# Overflow on fresh water tank - Swift Sundance



## Nauplia (Sep 30, 2007)

First of all, my Swift Sundance has been excellent in all respects. Just over 2 years old with multiple trips to Europe as well as the UK and it has never missed a beat. Nothing has broken or fallen off. Maybe the build quality is not top notch - but neither was the purchase price. You get what you pay for!

Only annoying problem is water gushing out of the fresh water tank overflow when travelling. Start a journey with a full tank and after 20 miles it is only one third full. Normally no problem but when we go off surfing for the day we take the Swift so that we can have a hot shower after a day in the sea. There is no water available to top it up so very meagre shower when you really want a luxury one. Even in a wetsuit, the sea off N Devon in winter is very cold after a couple of hours!

Any ideas anyone?


----------



## SwiftGroup (Jun 27, 2007)

Nauplia said:


> First of all, my Swift Sundance has been excellent in all respects. Just over 2 years old with multiple trips to Europe as well as the UK and it has never missed a beat. Nothing has broken or fallen off. Maybe the build quality is not top notch - but neither was the purchase price. You get what you pay for!
> 
> Only annoying problem is water gushing out of the fresh water tank overflow when travelling. Start a journey with a full tank and after 20 miles it is only one third full. Normally no problem but when we go off surfing for the day we take the Swift so that we can have a hot shower after a day in the sea. There is no water available to top it up so very meagre shower when you really want a luxury one. Even in a wetsuit, the sea off N Devon in winter is very cold after a couple of hours!
> 
> Any ideas anyone?


Can you PM us with your contact details please?Peter.


----------



## Velvettones (Jul 31, 2007)

same happens on our bessacarr, i just blame it on the driver (not me) she's just thumped me whilst i'm typing this...

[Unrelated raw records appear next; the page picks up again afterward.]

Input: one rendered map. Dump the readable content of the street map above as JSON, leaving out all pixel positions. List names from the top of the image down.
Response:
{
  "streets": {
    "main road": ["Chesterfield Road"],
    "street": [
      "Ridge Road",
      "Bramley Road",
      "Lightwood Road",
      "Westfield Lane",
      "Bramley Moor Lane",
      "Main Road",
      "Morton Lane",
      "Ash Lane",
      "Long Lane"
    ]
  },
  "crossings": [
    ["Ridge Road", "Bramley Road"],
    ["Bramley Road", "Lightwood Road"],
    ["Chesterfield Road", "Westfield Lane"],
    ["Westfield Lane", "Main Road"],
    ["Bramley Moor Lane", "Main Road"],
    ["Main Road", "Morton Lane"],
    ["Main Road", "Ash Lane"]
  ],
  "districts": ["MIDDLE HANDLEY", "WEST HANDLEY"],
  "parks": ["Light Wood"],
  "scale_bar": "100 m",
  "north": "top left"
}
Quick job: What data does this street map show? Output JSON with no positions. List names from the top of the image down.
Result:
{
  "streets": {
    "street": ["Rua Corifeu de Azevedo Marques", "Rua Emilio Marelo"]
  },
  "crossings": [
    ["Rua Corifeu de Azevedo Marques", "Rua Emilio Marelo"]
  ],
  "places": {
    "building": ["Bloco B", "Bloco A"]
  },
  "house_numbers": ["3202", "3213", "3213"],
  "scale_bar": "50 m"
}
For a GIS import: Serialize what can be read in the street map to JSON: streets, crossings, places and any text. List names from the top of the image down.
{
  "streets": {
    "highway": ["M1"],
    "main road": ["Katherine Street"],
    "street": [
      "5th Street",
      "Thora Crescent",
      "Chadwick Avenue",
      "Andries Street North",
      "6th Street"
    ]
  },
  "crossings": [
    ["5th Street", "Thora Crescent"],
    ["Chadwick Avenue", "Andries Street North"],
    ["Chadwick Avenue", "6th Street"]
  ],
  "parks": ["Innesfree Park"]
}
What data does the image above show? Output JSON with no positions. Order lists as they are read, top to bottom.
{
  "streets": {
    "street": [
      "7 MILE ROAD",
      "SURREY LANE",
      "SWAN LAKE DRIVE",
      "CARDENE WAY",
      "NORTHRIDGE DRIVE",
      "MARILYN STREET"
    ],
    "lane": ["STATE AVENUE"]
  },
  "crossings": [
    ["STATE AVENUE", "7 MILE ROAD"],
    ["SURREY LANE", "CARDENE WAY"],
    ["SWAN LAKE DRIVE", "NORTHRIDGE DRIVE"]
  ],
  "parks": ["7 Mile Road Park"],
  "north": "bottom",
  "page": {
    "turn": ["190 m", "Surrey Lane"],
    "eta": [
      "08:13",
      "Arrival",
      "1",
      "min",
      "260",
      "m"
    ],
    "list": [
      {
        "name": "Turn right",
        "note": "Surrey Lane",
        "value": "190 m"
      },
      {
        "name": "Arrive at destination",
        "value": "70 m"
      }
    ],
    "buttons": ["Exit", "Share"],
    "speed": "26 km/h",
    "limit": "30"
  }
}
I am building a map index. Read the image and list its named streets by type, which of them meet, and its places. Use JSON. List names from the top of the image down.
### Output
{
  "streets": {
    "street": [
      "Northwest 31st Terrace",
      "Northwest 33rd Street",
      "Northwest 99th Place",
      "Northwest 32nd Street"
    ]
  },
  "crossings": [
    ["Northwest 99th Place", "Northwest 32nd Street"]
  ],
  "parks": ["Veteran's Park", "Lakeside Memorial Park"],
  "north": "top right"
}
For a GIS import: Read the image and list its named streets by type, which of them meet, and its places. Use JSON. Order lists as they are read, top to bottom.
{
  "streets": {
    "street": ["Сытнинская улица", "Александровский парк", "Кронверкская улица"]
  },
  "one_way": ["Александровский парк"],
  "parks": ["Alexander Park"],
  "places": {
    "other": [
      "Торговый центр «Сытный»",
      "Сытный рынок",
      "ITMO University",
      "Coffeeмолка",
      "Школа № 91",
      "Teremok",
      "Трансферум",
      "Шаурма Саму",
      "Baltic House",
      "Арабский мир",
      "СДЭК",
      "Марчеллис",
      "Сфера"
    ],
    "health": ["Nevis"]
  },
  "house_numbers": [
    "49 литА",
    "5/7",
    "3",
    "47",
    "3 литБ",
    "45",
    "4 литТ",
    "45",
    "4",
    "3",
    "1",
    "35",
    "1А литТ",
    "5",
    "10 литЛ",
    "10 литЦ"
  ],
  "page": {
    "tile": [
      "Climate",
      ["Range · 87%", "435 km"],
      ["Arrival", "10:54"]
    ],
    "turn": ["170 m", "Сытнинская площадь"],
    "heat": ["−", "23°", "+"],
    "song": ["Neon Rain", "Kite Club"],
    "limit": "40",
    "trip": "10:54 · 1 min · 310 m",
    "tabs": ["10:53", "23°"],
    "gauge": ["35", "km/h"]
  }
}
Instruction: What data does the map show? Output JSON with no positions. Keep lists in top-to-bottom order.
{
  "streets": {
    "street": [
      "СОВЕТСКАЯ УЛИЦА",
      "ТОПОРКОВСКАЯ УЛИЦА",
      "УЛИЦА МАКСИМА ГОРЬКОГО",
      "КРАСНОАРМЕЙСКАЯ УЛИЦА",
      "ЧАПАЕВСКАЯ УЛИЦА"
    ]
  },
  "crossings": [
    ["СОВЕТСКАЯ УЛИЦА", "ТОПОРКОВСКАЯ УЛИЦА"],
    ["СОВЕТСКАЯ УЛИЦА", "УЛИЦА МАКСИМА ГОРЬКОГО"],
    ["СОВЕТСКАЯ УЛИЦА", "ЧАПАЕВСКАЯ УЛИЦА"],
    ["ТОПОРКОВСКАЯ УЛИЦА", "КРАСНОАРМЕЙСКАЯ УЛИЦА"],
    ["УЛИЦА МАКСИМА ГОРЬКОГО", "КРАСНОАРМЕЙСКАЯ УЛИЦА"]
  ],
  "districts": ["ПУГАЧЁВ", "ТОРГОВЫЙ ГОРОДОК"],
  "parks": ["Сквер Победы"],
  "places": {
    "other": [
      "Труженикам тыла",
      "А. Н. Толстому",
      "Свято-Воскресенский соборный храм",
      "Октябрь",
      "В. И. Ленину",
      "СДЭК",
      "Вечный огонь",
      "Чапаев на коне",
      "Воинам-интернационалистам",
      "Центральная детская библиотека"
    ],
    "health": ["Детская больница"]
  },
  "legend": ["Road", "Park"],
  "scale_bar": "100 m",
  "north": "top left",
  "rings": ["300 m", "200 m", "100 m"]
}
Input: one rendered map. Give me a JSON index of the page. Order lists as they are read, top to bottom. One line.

one solution would be to fit a valve to the overflow - and turn it off whilst travelling, unfortunately, the first time you didn't open it whilst filling - you'd know why you have an overflow...

Mark


----------



## SwiftGroup (Jun 27, 2007)

*overflow of water tank*

Please contact us with your postcode (if you are first owner)or build number. Failing that please leave us your telephone number so that we can talk to you

Regards
Kath


----------



## clodhopper2006 (Aug 13, 2006)

Velvettones said:


> same happens on our bessacarr, i just blame it on the driver (not me) she's just thumped me whilst i'm typing this...
> 
> one solution would be to fit a valve to the overflow - and turn it off whilst travelling, unfortunately, the first time you didn't open it whilst filling - you'd know why you have an overflow...
> 
> Mark


wouldnt the water just come out of the fill hole if the overflow was closed?


----------



## Roger7webster (Oct 10, 2006)

I have also had a similar problem on my Ace Modena. The over flow is a stand pipe in the tank that also doubles up as an air vent. I solved the problem by extending the standpipe to a higher location ( the water pump suction fitting) with a length of flexible hose and hose clip. Poor Swift design really!! 
Regards 
Roger


----------



## johnk854 (Oct 27, 2014)

*swift sundance 530lm water tank issue*

Bit of a longshot - has anyone come up with a solution for this issue?


----------



## Morphology (Jul 23, 2010)

*Re: swift sundance 530lm water tank issue*



> Bit of a longshot - has anyone come up with a solution for this issue?


Yes. It sounds similar to the overflow on my Knaus Sun Ti.

A couple of us came up with different methods of fitting a one-way valve to the top of the stand pipe overflow. Have a read of this thread:

http://www.motorhomefacts.com/ftoptitle-117893-how-do-you-drain-down-your-water-tank.html

Morph


----------